— О так называемых, слезах Элисень, — опустился до разъяснений Стефан. — Божественная реликвия, что до сего момента находилась под пристальным присмотром у жрецов в Силенвиле.
— Вот у них бы и спросил, где реликвия, — усмехнулся я. — Я уверен, они обязательно помогли б в твоей проблеме. Жрецы же любят помогать угнетенным, обездоленным и убогим.
— Все зубоскалишь, Ленге, — также скривился в ухмылке Стефан и сел в себе в кресло, чтобы, наверное, хорошенько видеть мое свежее и прекрасное лицо. — Ты осторожнее, я ведь могу и обидеться и наша милая беседа перетечет в нечто более... Серьезное.

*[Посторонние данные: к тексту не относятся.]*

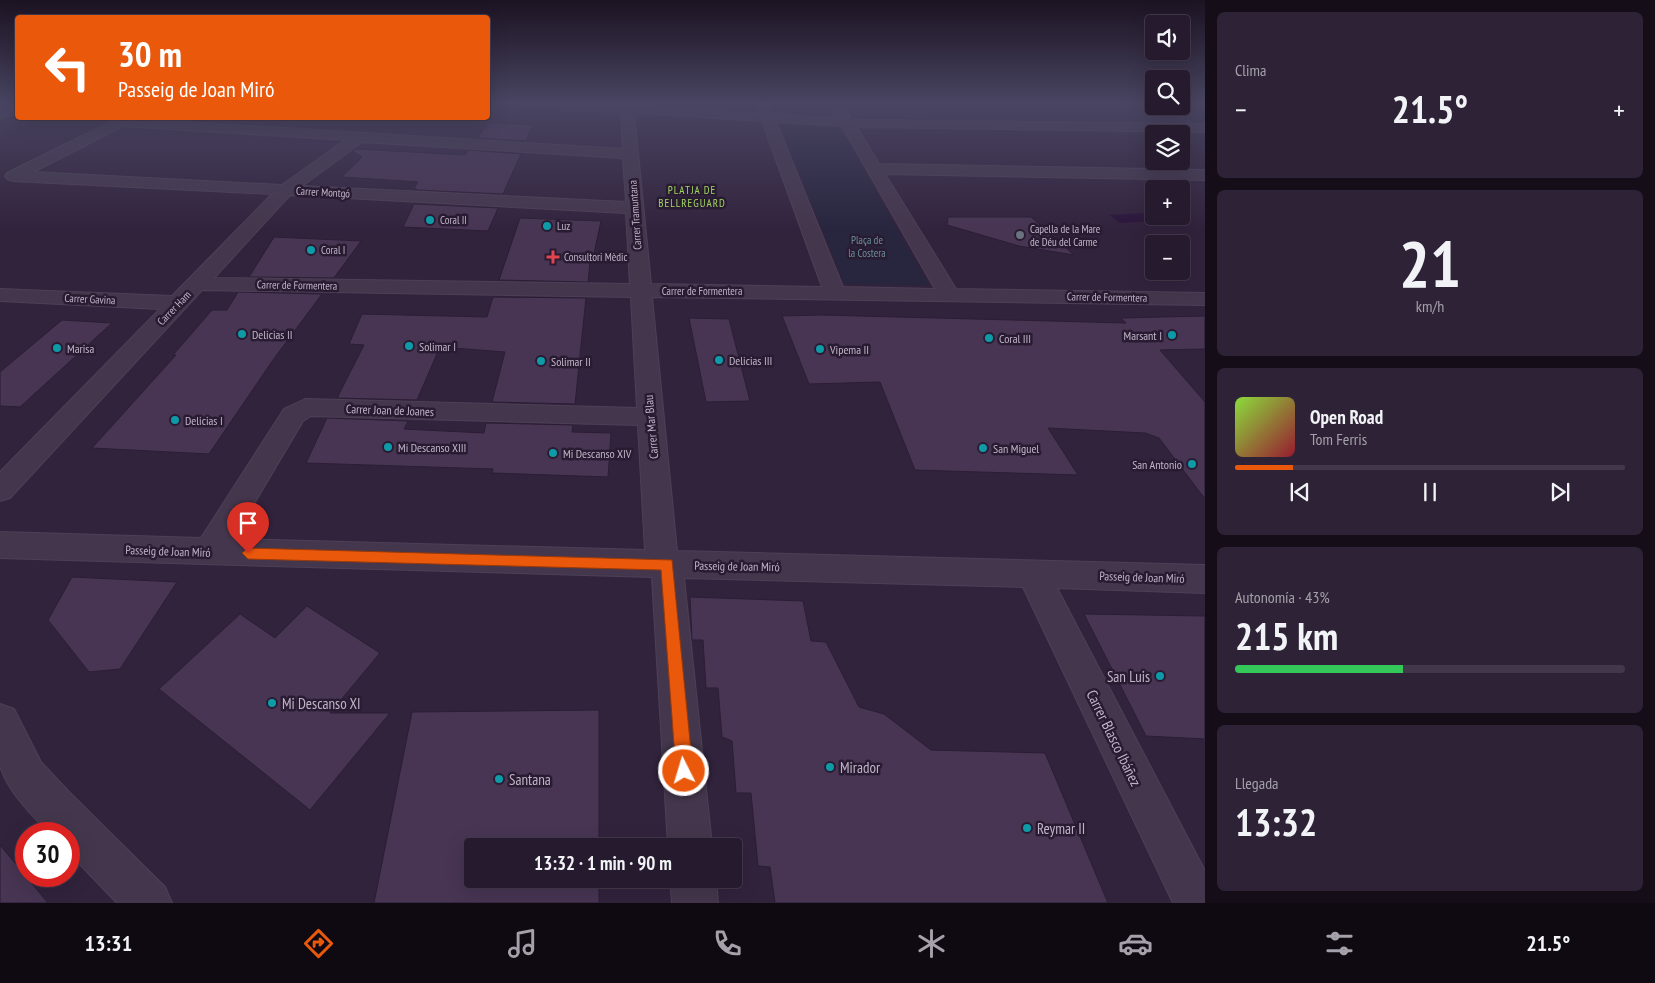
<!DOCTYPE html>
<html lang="es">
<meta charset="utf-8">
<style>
:root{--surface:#261a2e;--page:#2e2336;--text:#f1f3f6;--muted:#a4a1aa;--line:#42384a;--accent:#ea580c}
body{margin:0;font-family:"PT Sans Narrow",sans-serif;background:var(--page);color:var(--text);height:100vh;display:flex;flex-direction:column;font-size:19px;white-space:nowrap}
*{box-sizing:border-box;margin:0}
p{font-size:16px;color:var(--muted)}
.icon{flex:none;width:28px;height:28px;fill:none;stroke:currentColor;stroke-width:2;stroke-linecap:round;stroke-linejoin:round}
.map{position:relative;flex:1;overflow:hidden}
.side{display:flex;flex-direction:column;gap:12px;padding:12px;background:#150e19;width:450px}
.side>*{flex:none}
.top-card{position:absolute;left:15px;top:15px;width:475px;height:105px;border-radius:5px;box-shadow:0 5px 20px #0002,0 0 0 1px var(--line);background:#ea580c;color:#fff;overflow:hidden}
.fabs{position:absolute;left:1145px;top:15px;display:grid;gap:10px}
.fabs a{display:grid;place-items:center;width:45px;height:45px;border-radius:5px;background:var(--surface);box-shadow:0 5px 20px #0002,0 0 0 1px var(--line);font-size:25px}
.speed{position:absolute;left:15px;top:822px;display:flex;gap:10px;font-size:25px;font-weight:700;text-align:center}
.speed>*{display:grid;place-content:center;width:65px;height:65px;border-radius:50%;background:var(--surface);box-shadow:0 5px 20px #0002,0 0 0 1px var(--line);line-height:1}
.speed .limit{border:8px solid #d22;background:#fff;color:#111}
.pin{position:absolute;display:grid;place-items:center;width:42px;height:42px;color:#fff;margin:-51px -21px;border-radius:50% 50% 50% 0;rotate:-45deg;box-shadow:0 0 5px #0007}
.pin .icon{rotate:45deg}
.me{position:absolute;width:55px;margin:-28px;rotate:355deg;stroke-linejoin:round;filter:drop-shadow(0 0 4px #0008)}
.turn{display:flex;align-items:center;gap:18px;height:105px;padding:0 20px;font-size:22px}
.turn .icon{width:65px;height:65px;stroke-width:2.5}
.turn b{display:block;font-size:35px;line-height:42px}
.big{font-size:38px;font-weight:700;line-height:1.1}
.side .tile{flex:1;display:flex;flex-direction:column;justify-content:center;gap:8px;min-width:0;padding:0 18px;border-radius:8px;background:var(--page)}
.side .dial{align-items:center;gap:0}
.dial b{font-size:65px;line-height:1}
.song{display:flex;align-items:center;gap:15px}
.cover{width:60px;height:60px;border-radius:8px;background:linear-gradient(135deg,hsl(90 70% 55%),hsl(350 70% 35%))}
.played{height:5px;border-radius:2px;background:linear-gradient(90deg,var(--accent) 15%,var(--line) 15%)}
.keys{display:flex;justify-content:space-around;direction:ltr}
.heat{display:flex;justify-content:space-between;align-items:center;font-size:28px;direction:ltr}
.charge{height:8px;border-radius:4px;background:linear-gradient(90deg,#34c759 43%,var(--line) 0)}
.trip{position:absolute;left:464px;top:838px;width:278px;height:50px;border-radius:5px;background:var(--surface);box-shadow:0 5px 20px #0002,0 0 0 1px var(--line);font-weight:700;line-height:50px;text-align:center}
.tab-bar{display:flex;height:80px;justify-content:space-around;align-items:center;background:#0f0a12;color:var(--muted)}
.tab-bar .icon{width:35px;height:35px}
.tab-bar .active{color:var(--accent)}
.tab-bar b{font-size:22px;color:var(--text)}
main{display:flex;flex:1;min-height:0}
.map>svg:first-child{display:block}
.green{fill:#28253e}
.water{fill:#2c163b}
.building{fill:#473553;stroke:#2b1e34}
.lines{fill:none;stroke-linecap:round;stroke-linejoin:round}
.minor-casing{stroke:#4d4056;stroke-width:2}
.minor{fill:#44374d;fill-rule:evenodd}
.route{fill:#ea580c;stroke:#983908}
.culture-dot{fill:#0f9aa8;stroke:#291c32;stroke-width:2}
.worship-dot{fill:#6b7280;stroke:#291c32;stroke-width:2}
.health-dot{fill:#e0444e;stroke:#291c32;stroke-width:2}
.labels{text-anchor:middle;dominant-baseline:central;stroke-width:5;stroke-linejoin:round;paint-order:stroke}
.far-neighbourhood-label{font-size:11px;letter-spacing:1px;fill:#a1d561;stroke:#291c32}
.far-street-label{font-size:11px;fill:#c0b3c8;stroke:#291c32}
.far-poi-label{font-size:11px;fill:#c0b3c8;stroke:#291c32;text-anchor:start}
.far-park-label{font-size:11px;fill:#698e99;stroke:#291c32}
.poi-label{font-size:12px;fill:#c0b3c8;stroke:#291c32;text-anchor:start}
.street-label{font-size:12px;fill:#c0b3c8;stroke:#291c32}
.near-poi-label{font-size:15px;fill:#c0b3c8;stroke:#291c32;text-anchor:start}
.near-street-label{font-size:15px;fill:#c0b3c8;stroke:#291c32}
</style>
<main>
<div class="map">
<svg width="1205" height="903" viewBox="0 0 1205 903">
<rect width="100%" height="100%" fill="#32233d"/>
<g class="green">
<path d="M 771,103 L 826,103 L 835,118 L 776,115 Z"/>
<path d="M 1181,103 L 1205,105 L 1205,123 L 1196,123 L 1168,106 L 1181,106 Z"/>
<path d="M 781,125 L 839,127 L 929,285 L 844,284 Z"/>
</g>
<path class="water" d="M 1145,213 L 1156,221 L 1120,223 L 1109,215 Z"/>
<g class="building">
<path d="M 489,123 L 533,125 L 526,141 L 477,138 Z"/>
<path d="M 356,149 L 465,155 L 468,150 L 521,154 L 503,194 L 418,190 L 414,188 L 418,182 L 342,177 L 362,157 L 352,151 Z"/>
<path d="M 414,204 L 498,208 L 488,231 L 403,227 Z"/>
<path d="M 948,217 L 1031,217 L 1074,255 L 1019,246 L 947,225 Z"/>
<path d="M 520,218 L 601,221 L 592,263 L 590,262 L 588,282 L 499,280 Z"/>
<path d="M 274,237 L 361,241 L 334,278 L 249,277 Z"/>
<path d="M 238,292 L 322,294 L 273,360 L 209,454 L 92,448 L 176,355 L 173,355 L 212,310 L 227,310 Z"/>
<path d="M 493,297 L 586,298 L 575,404 L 492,402 L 505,352 L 440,347 L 417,400 L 337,398 L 364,345 L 349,344 L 362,314 L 487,317 Z"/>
<path d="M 822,315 L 1126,323 L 1121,318 L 1205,316 L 1205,349 L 1160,350 L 1205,402 L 1205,499 L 1159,438 L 1145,433 L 1048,428 L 1078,475 L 915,470 L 880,382 L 809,384 L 782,316 Z"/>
<path d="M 689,318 L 729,319 L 750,401 L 706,402 Z"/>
<path d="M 62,320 L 112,323 L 20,407 L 0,406 L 0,372 Z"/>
<path d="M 327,418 L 408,421 L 404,429 L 484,433 L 486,423 L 573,425 L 572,432 L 611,433 L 608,477 L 492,473 L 493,469 L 306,463 Z"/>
<path d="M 72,577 L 177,582 L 120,669 L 89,672 L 48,620 Z"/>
<path d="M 690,597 L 803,601 L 811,641 L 826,642 L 859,707 L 884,714 L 931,750 L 1045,753 L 1108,903 L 775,903 L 770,867 L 758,866 L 751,793 L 736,793 L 732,741 L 722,737 L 718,688 L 706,688 L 703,640 L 692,640 Z"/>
<path d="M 307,606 L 380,653 L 330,713 L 390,713 L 310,810 L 159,689 L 240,614 L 275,638 Z"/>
<path d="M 1084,614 L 1205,616 L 1205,739 L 1146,736 Z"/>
<path d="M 599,710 L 599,846 L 472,846 L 472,879 L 599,879 L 599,903 L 374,903 L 412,712 Z"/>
<path d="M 0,845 L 48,903 L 0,903 Z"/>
</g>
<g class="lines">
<defs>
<g id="minor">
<path d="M 18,103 L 18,112 L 0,119 L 0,110 Z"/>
<path d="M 524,103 L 594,103 L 759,113 L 756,103 L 768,103 L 773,114 L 837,118 L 833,111 L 840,107 L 845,108 L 851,119 L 871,120 L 1205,124 L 1205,132 L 857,127 L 879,164 L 1205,170 L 1205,180 L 885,174 L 956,289 L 1205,293 L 1205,305 L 652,297 L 677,551 L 1205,565 L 1205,593 L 1057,588 L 1205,871 L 1205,903 L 1173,903 L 1023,587 L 684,578 L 712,846 L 668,846 L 652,577 L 0,558 L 0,532 L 201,538 L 284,409 L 306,399 L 637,408 L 631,297 L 202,290 L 10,498 L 0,501 L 0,472 L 160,309 L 0,301 L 0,289 L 172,296 L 272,194 L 13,181 L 7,179 L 5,176 L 7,173 L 119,118 L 623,149 L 621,113 L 531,107 ZM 634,113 L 762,121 L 822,287 L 651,284 ZM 776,122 L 842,126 L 935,289 L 843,287 ZM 123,126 L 345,140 L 282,185 L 33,172 ZM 362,142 L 623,158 L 626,202 L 302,186 ZM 290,195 L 626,213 L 630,284 L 214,278 ZM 311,416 L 638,425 L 645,550 L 233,539 L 303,421 Z"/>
<path d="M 0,704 L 14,709 L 41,762 L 70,793 L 165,887 L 172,903 L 117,903 L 69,853 L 69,834 L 50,834 C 32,815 8,792 0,766 C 0,752 0,719 0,704 Z"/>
<path d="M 670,879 L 716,879 L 718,903 L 672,903 Z"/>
</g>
</defs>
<use href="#minor" class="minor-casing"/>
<use href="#minor" class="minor"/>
</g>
<linearGradient id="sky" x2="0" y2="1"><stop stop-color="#1c1322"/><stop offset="0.45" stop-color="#494562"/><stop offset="1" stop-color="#494562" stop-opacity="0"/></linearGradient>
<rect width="1205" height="229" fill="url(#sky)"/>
<path class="route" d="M 248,548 L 672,560 L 693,771 L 690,777 L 684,779 L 678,777 L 676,771 L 661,570 L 248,559 L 242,553 Z"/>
<g class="culture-dot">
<circle cx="430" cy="220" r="5"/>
<circle cx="547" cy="226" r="5"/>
<circle cx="311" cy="250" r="5"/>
<circle cx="242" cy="334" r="5"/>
<circle cx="1172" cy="335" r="5"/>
<circle cx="989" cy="338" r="5"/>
<circle cx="409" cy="346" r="5"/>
<circle cx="57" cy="348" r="5"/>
<circle cx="820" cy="349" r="5"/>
<circle cx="719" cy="360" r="5"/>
<circle cx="541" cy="361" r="5"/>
<circle cx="175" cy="420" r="5"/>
<circle cx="388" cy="447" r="5"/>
<circle cx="983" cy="448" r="5"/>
<circle cx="553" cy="453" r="5"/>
<circle cx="1192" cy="464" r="5"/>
<circle cx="1160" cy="676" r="5"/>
<circle cx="272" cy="703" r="5"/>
<circle cx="830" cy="767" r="5"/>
<circle cx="499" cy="779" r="5"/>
<circle cx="1027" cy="828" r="5"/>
</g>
<circle class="worship-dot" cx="1020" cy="235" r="5"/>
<path class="health-dot" d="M550.5 249.5h5v5h5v5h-5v5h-5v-5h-5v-5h5z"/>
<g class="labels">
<g class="far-neighbourhood-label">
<text x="692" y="190">PLATJA DE<tspan x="692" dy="13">BELLREGUARD</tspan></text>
</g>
<g class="far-street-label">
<text transform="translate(323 192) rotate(3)">Carrer Montgó</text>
<text transform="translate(635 215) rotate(-94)">Carrer Tramuntana</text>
<text transform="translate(297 285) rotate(1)">Carrer de Formentera</text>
<text x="702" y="291">Carrer de Formentera</text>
<text transform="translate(1107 297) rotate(1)">Carrer de Formentera</text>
<text transform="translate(90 299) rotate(3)">Carrer Gavina</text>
<text transform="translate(174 308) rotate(-46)">Carrer Ham</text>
</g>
<g class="far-poi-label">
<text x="440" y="220">Coral II</text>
<text x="557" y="226">Luz</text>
<text x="1030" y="229">Capella de la Mare<tspan x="1030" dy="13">de Déu del Carme</tspan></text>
<text x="321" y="250">Coral I</text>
<text x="564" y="257">Consultori Mèdic</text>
</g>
<g class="far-park-label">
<text x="867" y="240">Plaça de<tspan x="867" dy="13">la Costera</tspan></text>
</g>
<g class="poi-label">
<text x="252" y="334">Delicias II</text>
<text x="1162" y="335" text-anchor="end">Marsant I</text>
<text x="999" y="338">Coral III</text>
<text x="419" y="346">Solimar I</text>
<text x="67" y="348">Marisa</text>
<text x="830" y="349">Vipema II</text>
<text x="729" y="360">Delicias III</text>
<text x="551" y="361">Solimar II</text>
<text x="185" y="420">Delicias I</text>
<text x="398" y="447">Mi Descanso XIII</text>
<text x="993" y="448">San Miguel</text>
<text x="563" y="453">Mi Descanso XIV</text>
<text x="1182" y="464" text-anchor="end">San Antonio</text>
</g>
<g class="street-label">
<text transform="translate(390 410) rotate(2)">Carrer Joan de Joanes</text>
<text transform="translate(651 427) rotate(-95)">Carrer Mar Blau</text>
<text transform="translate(168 551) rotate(2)">Passeig de Joan Miró</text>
<text transform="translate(737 566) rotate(1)">Passeig de Joan Miró</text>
<text transform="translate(1142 577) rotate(2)">Passeig de Joan Miró</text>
</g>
<g class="near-poi-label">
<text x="1150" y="676" text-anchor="end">San Luis</text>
<text x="282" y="703">Mi Descanso XI</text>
<text x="840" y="767">Mirador</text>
<text x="509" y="779">Santana</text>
<text x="1037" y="828">Reymar II</text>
</g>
<g class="near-street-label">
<text transform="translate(1114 738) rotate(64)">Carrer Blasco Ibáñez</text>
</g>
</g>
</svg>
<div class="fabs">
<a><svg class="icon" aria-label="sound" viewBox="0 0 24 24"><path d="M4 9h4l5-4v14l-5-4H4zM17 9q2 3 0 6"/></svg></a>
<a><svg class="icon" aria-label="search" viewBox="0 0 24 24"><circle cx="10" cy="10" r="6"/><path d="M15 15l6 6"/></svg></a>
<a><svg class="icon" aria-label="layers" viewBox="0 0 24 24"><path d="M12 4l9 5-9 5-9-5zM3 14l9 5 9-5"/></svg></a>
<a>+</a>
<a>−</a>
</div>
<div class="speed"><div class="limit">30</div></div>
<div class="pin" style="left:248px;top:553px;background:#d93025"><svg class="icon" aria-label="arrive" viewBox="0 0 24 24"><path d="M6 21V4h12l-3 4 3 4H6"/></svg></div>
<svg class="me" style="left:684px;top:771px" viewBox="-20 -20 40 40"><circle r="17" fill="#ea580c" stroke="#fff" stroke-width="3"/><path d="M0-11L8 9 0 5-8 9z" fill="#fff"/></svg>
<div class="trip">13:32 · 1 min · 90 m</div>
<div class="top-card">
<div class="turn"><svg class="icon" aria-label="left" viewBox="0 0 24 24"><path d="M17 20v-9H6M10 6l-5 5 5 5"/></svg><div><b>30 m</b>Passeig de Joan Miró</div></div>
</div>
</div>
<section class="side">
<div class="tile"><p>Clima</p>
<div class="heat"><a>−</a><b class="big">21.5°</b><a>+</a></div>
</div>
<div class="tile dial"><b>21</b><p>km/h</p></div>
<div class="tile">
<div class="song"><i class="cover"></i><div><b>Open Road</b><p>Tom Ferris</p></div></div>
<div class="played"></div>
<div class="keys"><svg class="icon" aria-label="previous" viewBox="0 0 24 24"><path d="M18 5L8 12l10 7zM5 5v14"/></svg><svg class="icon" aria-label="pause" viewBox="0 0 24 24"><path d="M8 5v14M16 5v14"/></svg><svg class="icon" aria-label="next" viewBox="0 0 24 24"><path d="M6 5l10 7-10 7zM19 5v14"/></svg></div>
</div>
<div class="tile"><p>Autonomía · 43%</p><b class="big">215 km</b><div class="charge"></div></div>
<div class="tile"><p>Llegada</p><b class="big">13:32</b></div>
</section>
</main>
<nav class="tab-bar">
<b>13:31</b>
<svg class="icon active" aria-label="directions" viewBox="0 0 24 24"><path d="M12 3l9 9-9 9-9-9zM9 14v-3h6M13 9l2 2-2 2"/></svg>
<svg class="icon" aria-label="music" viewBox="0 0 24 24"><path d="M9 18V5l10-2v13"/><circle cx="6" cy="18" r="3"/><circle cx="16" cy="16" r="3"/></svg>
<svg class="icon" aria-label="phone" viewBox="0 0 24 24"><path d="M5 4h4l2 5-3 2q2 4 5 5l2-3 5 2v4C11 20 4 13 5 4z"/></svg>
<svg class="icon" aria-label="climate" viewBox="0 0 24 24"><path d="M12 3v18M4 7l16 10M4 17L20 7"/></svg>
<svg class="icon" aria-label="car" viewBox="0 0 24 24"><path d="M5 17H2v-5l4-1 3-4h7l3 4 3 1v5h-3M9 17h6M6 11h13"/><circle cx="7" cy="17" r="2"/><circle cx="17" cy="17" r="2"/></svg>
<svg class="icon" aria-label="filters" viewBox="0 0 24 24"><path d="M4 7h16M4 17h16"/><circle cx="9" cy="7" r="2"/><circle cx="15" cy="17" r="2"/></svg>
<b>21.5°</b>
</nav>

— А мне есть, что терять? — удивился я.
— Обезболивающее, которое я тебе дал, действует примерно два часа, — он достал из складок мантии небольшой синеватый пузырек и издевательски повертел его перед моим носом. — А вот за вторую дозу, мой дорогой, я тебя уверяю, ты мне выложишь все. И от степени моей удовлетворенности зависит дам я тебе его или же оставлю страдать. — он перешел на шепот. — Скажи, Никериал Ленге, какого это, когда чувствуешь, как медленно отмирает плоть?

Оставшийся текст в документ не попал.